Die Strasse ist wie leergefegt. Staubig, brütend unter der Mittagssonne. Und mittendrin schlendert ein junger Mann in schwarzem T-Shirt und schwarzen Shorts. Barfuss geht er von einer Strassenseite zur anderen. In seiner rechten Hand hält er locker eine Kalaschnikow.

Der Mann heisst, gemäss Berichten von gestern Abend, Seifeddine Yacoubi, ist 23 Jahre jung – und hat gerade mindestens 37 Menschen erschossen. Allein, sagt die Polizei.

Wenige Augenblicke nach den Fotos, die ihn über die leere Strasse schlendernd zeigen, wird Yacoubi selber von der Polizei eingeholt und erschossen.
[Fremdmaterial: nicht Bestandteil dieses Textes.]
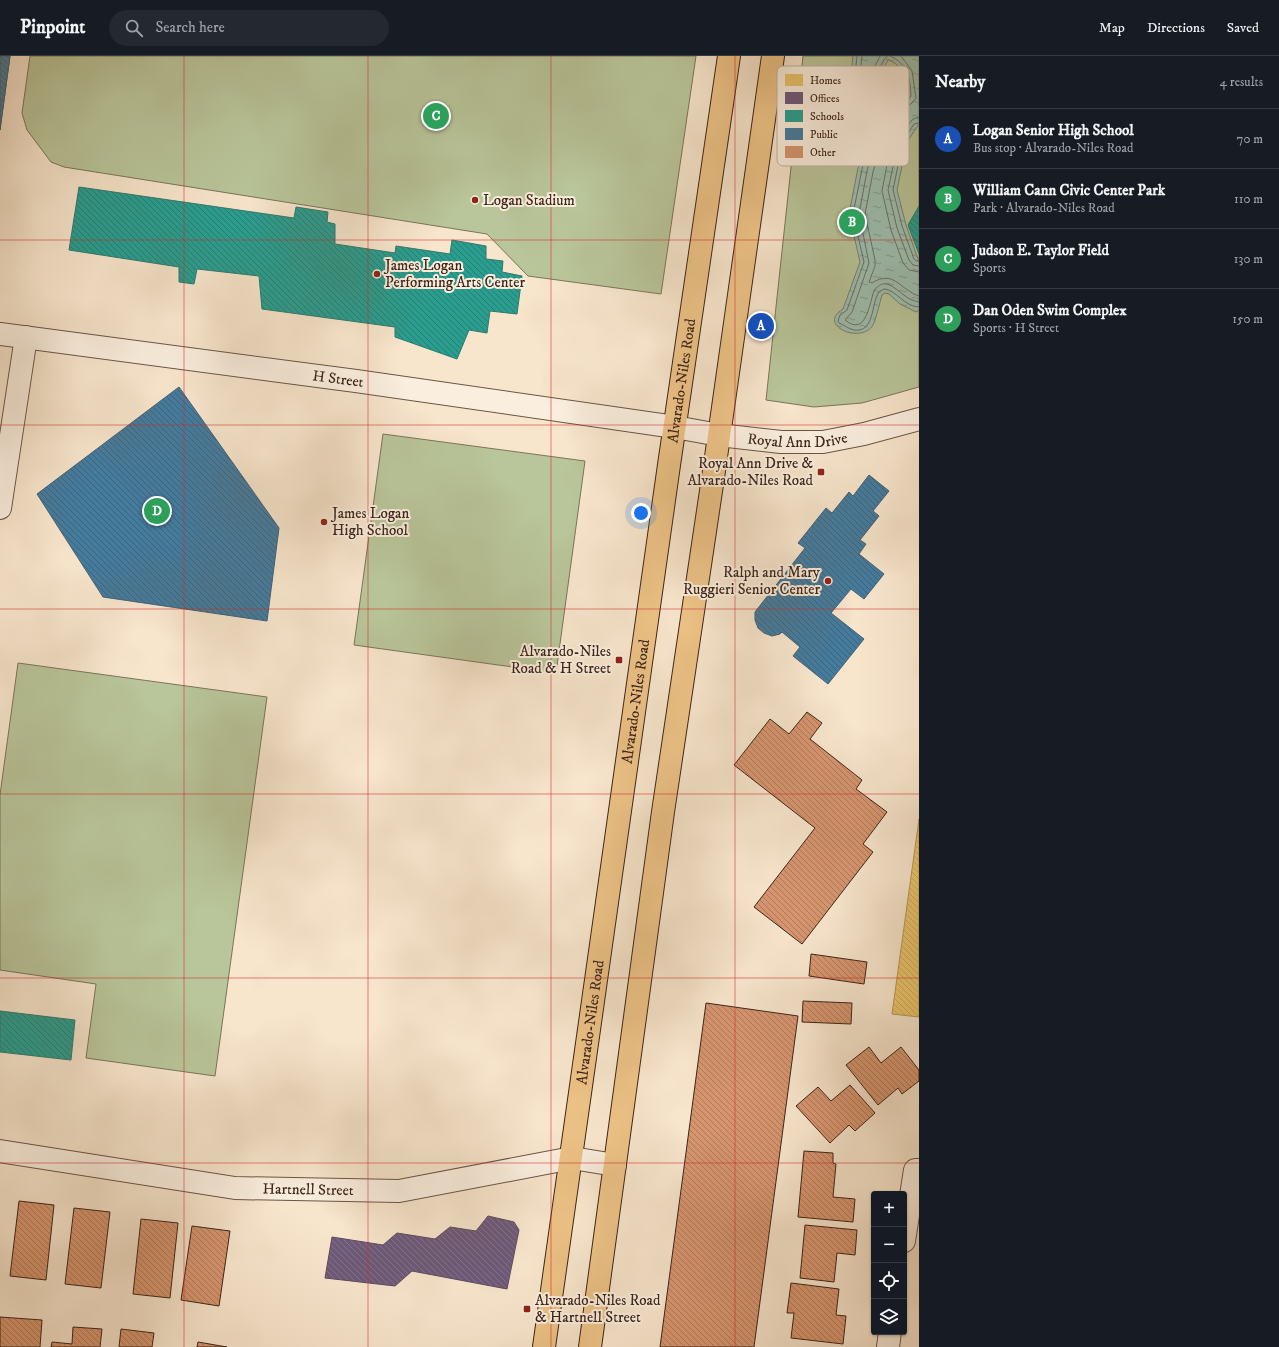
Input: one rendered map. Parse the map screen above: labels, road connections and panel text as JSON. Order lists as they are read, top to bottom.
{
  "streets": {
    "main road": ["Alvarado-Niles Road"],
    "street": ["H Street", "Royal Ann Drive", "Hartnell Street"]
  },
  "crossings": [
    ["H Street", "Alvarado-Niles Road"],
    ["H Street", "Royal Ann Drive"],
    ["Alvarado-Niles Road", "Royal Ann Drive"],
    ["Alvarado-Niles Road", "Hartnell Street"]
  ],
  "places": {
    "other": [
      "Logan Stadium",
      "James Logan Performing Arts Center",
      "James Logan High School",
      "Ralph and Mary Ruggieri Senior Center"
    ],
    "transit": ["Royal Ann Drive & Alvarado-Niles Road", "Alvarado-Niles Road & H Street", "Alvarado-Niles Road & Hartnell Street"]
  },
  "legend": [
    "Homes",
    "Offices",
    "Schools",
    "Public",
    "Other"
  ],
  "page": {
    "header": "Pinpoint",
    "search": "Search here",
    "nav": ["Map", "Directions", "Saved"],
    "heading": ["Nearby", "4 results"],
    "pins": [
      "C",
      "B",
      "A",
      "D"
    ],
    "list": [
      {
        "mark": "A",
        "name": "Logan Senior High School",
        "note": "Bus stop · Alvarado-Niles Road",
        "value": "70 m"
      },
      {
        "mark": "B",
        "name": "William Cann Civic Center Park",
        "note": "Park · Alvarado-Niles Road",
        "value": "110 m"
      },
      {
        "mark": "C",
        "name": "Judson E. Taylor Field",
        "note": "Sports",
        "value": "130 m"
      },
      {
        "mark": "D",
        "name": "Dan Oden Swim Complex",
        "note": "Sports · H Street",
        "value": "150 m"
      }
    ],
    "map_buttons": ["+", "−"]
  }
}
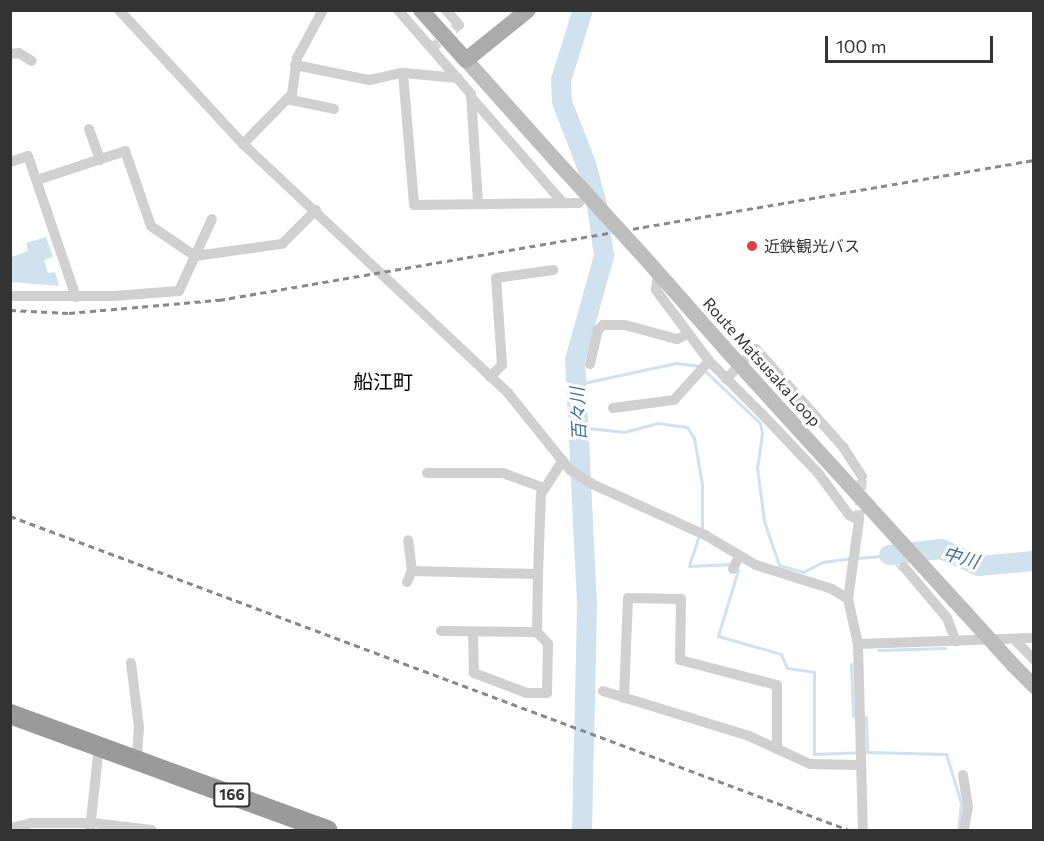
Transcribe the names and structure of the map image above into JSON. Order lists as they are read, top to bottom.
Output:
{
  "streets": {
    "highway": ["166"],
    "main road": ["Route Matsusaka Loop"]
  },
  "districts": ["船江町"],
  "water": ["百々川", "中川"],
  "places": ["近鉄観光バス"],
  "scale_bar": "100 m"
}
Er bleibt tot am Strassenrand liegen.

Das Massaker, das er anrichtet, schockiert die Welt. Auch weil fast zur gleichen Zeit in Frankreich ein bekennender Anhänger der Terrormiliz Islamischer Staat (IS) einen Mann köpft und in Kuwait eine Bombe in einer schiitischen Moschee Dutzende Menschen tötet. Was für ein blutiger Freitag!

Der Terrorangriff in Tunesien trifft die Fünf-Sterne-Hotelanlage Imperial Marhaba in der Küstenstadt Sousse. Neben den 37 Todesopfern werden mindestens 36 Menschen verletzt. Ziel von Yacoubis mörderischem Wahn waren Touristen. Die meisten wurden am Strand erschossen. Auf ihren Liegestühlen. Es trifft vor allem Briten und Deutsche. Bei ihnen ist das von der Tui-Tochter Rui vermittelte Imperial Marhaba besonders beliebt.
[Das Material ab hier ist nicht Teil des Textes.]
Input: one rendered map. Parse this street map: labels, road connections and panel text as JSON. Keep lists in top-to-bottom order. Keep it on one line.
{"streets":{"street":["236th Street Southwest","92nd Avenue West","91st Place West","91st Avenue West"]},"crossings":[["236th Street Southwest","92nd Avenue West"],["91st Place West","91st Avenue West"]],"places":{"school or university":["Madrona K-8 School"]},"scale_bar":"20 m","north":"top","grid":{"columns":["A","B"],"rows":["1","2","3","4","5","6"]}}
Der genaue Ablauf des Verbrechens bleibt den ganzen Tag über unklar. Lange war von mehreren Attentätern die Rede, sogar von Festnahmen. Erst am Abend bestanden die tunesischen Behörden darauf: Der Student Seifeddine Yacoubi habe allein gehandelt.

Er sei am Strand gewesen, als es begann, erzählte der Brite Gary Pine der britischen Zeitung «Daily Mail»: «Als die Kugeln durch die Luft zischten, realisierte ich, dass es sich um einen Beschuss handelte.» Sein Sohn (22) habe gesehen, wie eine Person tot umkippte.
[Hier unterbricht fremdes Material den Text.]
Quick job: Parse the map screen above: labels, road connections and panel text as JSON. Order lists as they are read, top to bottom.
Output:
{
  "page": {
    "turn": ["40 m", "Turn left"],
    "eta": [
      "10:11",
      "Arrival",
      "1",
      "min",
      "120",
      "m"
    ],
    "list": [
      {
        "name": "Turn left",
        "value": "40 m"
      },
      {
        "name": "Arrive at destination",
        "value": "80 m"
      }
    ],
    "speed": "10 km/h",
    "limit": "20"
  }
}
Dann begann die Panik. Hunderte Menschen seien vom Strand geflüchtet, berichtet Gary Pine. «Ich schätze, ich hörte rund 20 oder 30 Schüsse, die einfach aus dem Nichts kamen.»

Die irische Touristin Elizabeth O’Brien war mit ihren beiden Söhnen am Strand, als sie die Schüsse hörte. «Ich dachte erst, es handle sich um ein Feuerwerk», sagte sie dem irischen Sender RTE-Radio. Sie will sogar gesehen haben, wie ein Heissluftballon am Strand kollabierte.

O’Brien lief zum Meer und zog ihre Kinder aus dem Wasser. «Das Hotelpersonal habe gerufen: «Rennt, rennt, rennt!» Und das tat die Irin: Sie lief zum Hotel und versteckte sich mit den Kindern im Hotelzimmer.

Die Berichte darüber, wie die Terroristen in die Hotelanlage vordrangen, sind widersprüchlich. Ein Russe sagte BBC, mehrere Terroristen seien mit einem Schlauchboot gekommen.

Einer habe plötzlich aus einem zusammengefalteten Sonnenschirm ein Gewehr gezogen und auf die Menschen geschossen.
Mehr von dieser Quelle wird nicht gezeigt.